■ What you have to do ■
Using the data below, return the stretch from the line that contains "Dump the readable" through the line that contains "Map reading. Convert", both included, exactly as it stands and nothing beyond it.

━━ Data excerpts

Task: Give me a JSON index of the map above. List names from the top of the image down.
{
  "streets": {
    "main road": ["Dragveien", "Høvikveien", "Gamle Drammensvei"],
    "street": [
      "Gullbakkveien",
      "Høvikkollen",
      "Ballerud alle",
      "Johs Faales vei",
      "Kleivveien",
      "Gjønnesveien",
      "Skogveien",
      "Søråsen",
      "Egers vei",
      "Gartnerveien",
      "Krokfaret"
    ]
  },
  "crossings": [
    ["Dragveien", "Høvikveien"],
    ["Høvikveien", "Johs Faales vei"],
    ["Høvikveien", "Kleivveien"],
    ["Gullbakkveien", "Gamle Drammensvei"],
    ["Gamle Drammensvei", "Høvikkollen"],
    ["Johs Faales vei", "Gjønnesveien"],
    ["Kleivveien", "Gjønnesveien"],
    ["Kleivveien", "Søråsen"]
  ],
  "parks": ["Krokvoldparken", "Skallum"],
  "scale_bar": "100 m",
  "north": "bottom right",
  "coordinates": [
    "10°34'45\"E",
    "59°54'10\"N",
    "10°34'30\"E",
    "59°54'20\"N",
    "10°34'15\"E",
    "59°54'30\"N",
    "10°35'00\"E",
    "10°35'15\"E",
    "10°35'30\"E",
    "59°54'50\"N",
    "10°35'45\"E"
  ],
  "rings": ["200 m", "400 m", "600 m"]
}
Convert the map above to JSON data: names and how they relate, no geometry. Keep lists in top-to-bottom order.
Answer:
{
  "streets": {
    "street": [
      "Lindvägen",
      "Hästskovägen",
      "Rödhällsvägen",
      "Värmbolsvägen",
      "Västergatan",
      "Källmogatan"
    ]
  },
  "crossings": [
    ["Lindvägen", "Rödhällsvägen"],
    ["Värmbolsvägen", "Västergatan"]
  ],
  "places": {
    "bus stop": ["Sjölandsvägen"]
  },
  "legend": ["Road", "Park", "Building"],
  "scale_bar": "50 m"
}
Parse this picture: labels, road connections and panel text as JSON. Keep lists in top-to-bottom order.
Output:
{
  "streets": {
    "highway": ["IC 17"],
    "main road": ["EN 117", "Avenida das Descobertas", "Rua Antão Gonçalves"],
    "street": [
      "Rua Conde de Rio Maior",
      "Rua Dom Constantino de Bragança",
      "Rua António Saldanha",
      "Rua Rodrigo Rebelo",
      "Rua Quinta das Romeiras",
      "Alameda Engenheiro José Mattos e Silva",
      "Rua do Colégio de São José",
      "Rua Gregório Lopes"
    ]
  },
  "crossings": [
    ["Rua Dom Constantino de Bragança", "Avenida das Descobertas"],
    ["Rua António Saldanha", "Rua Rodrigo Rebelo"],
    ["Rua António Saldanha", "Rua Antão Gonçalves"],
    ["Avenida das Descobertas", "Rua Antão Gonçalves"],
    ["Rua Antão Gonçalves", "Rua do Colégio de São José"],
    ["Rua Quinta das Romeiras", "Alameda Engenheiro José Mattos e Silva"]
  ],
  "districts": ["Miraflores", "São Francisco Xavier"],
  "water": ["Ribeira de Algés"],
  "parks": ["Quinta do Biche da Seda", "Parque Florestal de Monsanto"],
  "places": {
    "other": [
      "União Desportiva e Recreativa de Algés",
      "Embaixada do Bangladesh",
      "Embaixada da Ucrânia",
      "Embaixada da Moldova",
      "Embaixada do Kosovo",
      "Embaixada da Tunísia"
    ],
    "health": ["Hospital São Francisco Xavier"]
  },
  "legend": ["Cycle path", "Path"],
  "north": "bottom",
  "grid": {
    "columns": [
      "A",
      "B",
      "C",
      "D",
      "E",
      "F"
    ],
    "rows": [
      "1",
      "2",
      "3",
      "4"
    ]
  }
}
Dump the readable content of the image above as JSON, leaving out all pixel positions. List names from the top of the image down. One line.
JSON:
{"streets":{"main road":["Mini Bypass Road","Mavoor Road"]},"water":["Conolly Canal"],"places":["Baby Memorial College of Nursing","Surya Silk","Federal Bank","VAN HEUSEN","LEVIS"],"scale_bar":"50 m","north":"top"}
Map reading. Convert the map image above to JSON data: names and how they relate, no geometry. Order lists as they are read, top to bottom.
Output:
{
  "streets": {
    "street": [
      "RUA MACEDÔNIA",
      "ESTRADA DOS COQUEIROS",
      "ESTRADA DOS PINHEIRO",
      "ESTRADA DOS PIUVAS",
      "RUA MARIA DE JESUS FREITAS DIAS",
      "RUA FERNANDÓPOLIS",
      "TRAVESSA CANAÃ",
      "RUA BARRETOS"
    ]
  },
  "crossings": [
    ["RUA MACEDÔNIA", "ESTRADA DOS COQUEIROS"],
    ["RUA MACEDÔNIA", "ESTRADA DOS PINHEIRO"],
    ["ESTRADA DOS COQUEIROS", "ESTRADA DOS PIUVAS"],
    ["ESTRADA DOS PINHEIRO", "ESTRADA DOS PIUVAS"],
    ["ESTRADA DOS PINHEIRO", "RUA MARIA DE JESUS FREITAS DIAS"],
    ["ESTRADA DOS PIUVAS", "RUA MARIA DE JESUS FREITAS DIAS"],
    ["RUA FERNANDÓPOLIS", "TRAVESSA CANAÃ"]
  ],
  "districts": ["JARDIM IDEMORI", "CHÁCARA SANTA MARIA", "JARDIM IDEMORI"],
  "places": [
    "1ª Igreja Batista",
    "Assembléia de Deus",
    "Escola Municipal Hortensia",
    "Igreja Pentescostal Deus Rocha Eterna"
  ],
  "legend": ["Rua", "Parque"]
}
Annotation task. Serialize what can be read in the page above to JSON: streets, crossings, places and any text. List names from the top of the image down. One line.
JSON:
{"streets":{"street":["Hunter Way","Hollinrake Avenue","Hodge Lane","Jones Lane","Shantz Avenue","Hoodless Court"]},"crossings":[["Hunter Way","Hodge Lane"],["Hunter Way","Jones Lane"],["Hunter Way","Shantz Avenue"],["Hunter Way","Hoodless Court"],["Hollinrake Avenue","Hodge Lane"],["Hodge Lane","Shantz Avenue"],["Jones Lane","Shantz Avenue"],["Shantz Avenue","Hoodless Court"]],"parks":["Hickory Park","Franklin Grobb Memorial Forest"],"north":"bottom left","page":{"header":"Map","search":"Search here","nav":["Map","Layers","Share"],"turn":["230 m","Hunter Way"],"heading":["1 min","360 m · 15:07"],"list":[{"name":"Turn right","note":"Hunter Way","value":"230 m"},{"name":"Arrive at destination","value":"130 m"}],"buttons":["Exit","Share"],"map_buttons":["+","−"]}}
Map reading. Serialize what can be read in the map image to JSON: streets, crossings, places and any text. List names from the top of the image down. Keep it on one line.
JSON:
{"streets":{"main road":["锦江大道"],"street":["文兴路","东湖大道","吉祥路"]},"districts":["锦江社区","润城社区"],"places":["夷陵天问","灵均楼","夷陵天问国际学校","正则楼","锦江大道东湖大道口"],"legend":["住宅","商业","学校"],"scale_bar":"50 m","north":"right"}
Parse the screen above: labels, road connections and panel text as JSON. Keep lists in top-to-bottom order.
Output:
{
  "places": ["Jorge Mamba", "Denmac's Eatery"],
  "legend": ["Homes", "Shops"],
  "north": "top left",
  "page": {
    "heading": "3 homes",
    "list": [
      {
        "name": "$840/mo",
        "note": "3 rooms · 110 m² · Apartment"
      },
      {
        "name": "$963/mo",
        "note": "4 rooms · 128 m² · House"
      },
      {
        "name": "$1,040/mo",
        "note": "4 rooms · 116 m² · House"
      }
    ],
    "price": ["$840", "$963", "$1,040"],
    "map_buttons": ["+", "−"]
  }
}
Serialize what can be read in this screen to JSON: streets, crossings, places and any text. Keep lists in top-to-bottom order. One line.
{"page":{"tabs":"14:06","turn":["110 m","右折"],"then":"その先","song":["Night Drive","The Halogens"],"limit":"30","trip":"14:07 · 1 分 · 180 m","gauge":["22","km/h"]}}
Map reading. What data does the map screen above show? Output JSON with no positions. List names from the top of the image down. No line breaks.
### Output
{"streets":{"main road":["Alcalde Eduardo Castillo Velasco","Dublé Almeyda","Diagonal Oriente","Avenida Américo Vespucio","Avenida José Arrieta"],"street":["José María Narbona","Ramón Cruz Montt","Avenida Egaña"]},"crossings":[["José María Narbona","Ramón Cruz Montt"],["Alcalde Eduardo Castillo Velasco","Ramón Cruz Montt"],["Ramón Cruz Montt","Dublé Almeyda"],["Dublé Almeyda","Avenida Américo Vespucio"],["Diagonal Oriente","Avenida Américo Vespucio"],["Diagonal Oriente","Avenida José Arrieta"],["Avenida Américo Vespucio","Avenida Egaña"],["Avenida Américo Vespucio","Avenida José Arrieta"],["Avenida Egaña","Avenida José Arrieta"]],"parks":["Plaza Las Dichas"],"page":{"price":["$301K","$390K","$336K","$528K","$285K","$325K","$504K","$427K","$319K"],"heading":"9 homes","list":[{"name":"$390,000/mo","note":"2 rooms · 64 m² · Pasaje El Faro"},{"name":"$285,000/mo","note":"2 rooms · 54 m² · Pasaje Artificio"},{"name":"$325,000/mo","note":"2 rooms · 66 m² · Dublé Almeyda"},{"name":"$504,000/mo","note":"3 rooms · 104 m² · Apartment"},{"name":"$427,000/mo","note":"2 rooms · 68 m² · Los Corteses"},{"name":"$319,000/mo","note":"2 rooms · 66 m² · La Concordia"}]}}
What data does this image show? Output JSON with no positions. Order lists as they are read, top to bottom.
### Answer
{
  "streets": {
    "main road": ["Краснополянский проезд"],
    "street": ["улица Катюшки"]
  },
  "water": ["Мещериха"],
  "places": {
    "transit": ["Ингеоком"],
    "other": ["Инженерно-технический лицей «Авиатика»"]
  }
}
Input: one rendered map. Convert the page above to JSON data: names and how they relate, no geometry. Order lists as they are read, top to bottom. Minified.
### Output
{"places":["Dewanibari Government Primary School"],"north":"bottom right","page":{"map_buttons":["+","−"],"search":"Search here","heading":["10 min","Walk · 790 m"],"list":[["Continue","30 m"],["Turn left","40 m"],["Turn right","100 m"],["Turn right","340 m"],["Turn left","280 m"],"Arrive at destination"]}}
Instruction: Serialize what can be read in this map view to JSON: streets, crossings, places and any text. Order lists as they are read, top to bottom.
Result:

━━━━

■ Exercise answer ■
Dump the readable content of the image above as JSON, leaving out all pixel positions. List names from the top of the image down. One line.
JSON:
{"streets":{"main road":["Mini Bypass Road","Mavoor Road"]},"water":["Conolly Canal"],"places":["Baby Memorial College of Nursing","Surya Silk","Federal Bank","VAN HEUSEN","LEVIS"],"scale_bar":"50 m","north":"top"}
Map reading. Convert the map image above to JSON data: names and how they relate, no geometry. Order lists as they are read, top to bottom.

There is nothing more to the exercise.